Either way, getting outside in fresh air and enjoying a relaxing game of golf, even on a putting green, can have a positive therapeutic impact on health and emotional wellbeing.
No one knows this better than the residents of Grace Point Memory Care in Oak Lawn, Illinois. Recently, the staff and a few “golf aficionado” residents took to the putting green to test their skills and enjoy a pastime several of them recall fondly.
“An activity like golf gets the blood pumping and oxygenates the body,” says Grace Point’s Life Engagement Director, Lisa Siemsen. “Not only is it fun, but the residents are better able to participate in the cognitive, creative or social activity following the physical activity,” she adds. The residents shown in the photograph above are (from left) Verona Hoffman, Toots Boyce and Kathy Ridder.
Experts would agree. Bert Hayslip, Jr., a psychologist who has studied individuals with Alzheimer’s disease, noted in a Wall Street Journal article, “There is something about that game [golf] that imprints itself on peoples’ minds.” He also noted that the things we learn at an early age tend to be the things we remember for the longest time. And this is certainly true for those struggling with dementia.

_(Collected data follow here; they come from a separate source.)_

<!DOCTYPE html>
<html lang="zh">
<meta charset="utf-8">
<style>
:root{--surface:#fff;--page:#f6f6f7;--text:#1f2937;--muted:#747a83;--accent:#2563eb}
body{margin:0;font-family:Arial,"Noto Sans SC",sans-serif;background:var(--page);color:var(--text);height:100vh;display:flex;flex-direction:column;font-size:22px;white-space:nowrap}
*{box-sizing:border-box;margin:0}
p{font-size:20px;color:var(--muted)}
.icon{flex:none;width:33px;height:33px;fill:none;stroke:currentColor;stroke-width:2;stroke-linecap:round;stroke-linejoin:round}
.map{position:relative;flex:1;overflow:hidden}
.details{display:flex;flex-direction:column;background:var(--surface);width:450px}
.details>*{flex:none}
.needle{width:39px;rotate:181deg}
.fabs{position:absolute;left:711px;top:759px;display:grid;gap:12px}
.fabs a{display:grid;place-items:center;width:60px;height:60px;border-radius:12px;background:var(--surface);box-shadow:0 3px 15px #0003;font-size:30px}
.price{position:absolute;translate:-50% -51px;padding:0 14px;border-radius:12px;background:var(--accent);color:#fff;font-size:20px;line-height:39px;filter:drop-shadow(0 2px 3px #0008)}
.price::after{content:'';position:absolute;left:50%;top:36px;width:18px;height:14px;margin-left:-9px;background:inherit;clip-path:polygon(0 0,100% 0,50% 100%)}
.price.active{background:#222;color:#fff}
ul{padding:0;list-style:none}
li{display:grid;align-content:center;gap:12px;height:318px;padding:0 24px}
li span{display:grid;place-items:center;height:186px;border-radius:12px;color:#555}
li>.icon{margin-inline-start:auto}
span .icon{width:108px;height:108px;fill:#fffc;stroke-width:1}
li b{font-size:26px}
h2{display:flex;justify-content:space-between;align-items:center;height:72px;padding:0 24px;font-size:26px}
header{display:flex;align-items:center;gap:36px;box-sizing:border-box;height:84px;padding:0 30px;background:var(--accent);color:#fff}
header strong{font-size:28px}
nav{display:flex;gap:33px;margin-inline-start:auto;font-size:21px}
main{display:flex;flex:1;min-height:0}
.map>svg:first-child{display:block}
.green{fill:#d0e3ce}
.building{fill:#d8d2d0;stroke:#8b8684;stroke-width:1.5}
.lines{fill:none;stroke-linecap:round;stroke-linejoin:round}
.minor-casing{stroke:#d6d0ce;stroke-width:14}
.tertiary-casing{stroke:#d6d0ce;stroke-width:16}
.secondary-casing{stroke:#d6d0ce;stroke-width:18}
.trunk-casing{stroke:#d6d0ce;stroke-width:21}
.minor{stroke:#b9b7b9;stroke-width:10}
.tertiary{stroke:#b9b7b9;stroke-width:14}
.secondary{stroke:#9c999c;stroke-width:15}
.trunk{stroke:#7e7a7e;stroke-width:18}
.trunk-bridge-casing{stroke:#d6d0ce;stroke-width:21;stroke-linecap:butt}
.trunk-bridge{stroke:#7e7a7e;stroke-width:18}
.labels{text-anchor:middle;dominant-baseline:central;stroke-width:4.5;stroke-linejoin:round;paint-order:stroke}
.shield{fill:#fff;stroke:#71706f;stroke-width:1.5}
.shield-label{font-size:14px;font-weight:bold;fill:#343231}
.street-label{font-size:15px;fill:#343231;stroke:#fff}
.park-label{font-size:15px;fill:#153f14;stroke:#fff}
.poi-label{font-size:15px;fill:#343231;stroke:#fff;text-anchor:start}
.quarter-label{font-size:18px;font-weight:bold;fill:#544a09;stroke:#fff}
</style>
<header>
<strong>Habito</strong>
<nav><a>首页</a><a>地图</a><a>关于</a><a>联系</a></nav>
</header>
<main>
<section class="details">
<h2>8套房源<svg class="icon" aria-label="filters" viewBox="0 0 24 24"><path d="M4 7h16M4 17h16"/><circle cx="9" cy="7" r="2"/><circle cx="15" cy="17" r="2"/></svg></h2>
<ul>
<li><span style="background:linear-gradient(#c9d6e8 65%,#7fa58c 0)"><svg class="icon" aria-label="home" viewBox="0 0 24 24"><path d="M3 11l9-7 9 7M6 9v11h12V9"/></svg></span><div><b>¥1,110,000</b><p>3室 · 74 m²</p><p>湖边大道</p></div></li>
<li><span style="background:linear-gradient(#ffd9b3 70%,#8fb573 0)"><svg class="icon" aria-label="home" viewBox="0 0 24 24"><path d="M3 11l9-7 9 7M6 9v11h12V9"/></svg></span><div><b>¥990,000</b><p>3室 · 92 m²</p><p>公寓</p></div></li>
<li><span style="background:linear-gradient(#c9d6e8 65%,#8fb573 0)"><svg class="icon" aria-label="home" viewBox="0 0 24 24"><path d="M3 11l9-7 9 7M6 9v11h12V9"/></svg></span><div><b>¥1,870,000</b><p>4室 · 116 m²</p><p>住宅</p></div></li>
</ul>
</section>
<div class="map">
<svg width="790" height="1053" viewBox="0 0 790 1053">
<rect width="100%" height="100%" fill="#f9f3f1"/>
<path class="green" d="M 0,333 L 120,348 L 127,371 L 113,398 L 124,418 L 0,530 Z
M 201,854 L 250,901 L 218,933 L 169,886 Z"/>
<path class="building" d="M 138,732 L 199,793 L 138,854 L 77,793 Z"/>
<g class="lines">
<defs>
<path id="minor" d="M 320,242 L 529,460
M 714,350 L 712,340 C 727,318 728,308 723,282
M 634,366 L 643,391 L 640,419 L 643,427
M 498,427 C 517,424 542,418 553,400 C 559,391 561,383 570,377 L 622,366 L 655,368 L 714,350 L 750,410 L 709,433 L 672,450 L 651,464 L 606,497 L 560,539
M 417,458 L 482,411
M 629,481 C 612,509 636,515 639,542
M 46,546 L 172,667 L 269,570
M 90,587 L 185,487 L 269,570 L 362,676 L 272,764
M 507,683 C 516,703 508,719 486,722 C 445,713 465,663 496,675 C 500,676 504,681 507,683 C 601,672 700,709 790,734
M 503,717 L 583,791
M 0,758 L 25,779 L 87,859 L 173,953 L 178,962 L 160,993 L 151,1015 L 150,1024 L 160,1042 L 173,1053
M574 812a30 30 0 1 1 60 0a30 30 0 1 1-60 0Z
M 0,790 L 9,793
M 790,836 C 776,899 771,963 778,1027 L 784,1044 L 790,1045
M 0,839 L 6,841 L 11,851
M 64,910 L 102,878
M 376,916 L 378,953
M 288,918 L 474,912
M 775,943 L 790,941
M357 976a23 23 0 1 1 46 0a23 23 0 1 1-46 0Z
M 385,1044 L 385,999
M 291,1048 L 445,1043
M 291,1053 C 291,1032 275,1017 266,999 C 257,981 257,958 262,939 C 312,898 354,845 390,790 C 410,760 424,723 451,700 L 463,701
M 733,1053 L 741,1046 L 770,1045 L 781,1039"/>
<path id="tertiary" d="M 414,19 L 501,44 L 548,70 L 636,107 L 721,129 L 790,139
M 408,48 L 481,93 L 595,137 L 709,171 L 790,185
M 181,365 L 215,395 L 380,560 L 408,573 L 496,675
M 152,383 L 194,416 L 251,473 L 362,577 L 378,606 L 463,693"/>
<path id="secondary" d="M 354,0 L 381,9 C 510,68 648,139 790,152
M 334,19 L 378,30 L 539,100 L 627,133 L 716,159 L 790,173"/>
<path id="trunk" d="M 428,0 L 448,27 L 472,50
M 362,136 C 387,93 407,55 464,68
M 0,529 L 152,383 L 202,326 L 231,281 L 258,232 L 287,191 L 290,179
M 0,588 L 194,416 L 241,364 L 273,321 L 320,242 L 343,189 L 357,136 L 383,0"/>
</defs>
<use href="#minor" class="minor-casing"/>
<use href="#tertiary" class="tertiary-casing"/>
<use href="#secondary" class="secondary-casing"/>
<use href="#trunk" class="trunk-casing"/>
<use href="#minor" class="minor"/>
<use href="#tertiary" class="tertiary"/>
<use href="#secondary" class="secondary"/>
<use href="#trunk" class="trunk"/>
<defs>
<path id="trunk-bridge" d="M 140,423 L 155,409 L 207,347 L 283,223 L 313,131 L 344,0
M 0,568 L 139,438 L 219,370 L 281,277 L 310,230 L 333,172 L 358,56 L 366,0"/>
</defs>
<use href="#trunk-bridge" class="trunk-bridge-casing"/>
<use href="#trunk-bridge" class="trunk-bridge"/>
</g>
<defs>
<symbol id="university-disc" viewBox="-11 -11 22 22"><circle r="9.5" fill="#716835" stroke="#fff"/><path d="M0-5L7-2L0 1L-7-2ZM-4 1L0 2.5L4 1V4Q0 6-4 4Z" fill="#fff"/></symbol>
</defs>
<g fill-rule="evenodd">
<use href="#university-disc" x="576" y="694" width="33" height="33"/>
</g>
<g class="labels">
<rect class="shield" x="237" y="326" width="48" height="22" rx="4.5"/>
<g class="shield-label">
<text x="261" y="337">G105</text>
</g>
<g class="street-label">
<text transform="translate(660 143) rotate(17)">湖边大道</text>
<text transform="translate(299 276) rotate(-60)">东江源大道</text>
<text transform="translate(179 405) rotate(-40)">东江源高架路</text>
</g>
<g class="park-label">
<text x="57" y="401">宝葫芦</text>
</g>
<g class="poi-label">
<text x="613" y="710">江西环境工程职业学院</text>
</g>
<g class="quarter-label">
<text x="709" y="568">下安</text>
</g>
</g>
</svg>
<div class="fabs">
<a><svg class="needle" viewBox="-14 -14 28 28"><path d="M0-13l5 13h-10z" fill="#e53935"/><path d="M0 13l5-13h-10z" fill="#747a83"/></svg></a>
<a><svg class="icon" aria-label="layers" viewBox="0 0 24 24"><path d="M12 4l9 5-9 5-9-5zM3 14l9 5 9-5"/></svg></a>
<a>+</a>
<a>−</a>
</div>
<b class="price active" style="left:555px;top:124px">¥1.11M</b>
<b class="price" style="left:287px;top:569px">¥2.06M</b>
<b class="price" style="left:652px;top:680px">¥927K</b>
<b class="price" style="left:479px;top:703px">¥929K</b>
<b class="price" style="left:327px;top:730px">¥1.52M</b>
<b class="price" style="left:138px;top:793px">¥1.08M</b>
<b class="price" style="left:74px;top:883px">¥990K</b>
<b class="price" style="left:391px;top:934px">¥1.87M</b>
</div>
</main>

Family members often report to us that, while mom may not remember what she had for lunch, she may quickly recall a conversation held decades ago with a high school friend.
Whether it’s a game of miniature golf or another activity, connecting a loved one to something he or she used to enjoy can help recapture moments of joy that otherwise might remain locked away.
At Anthem Memory Care communities we celebrate the unique lives of all of our residents, always seeking to light their paths towards old memories that can be shared again by their families, other residents and our loving staff.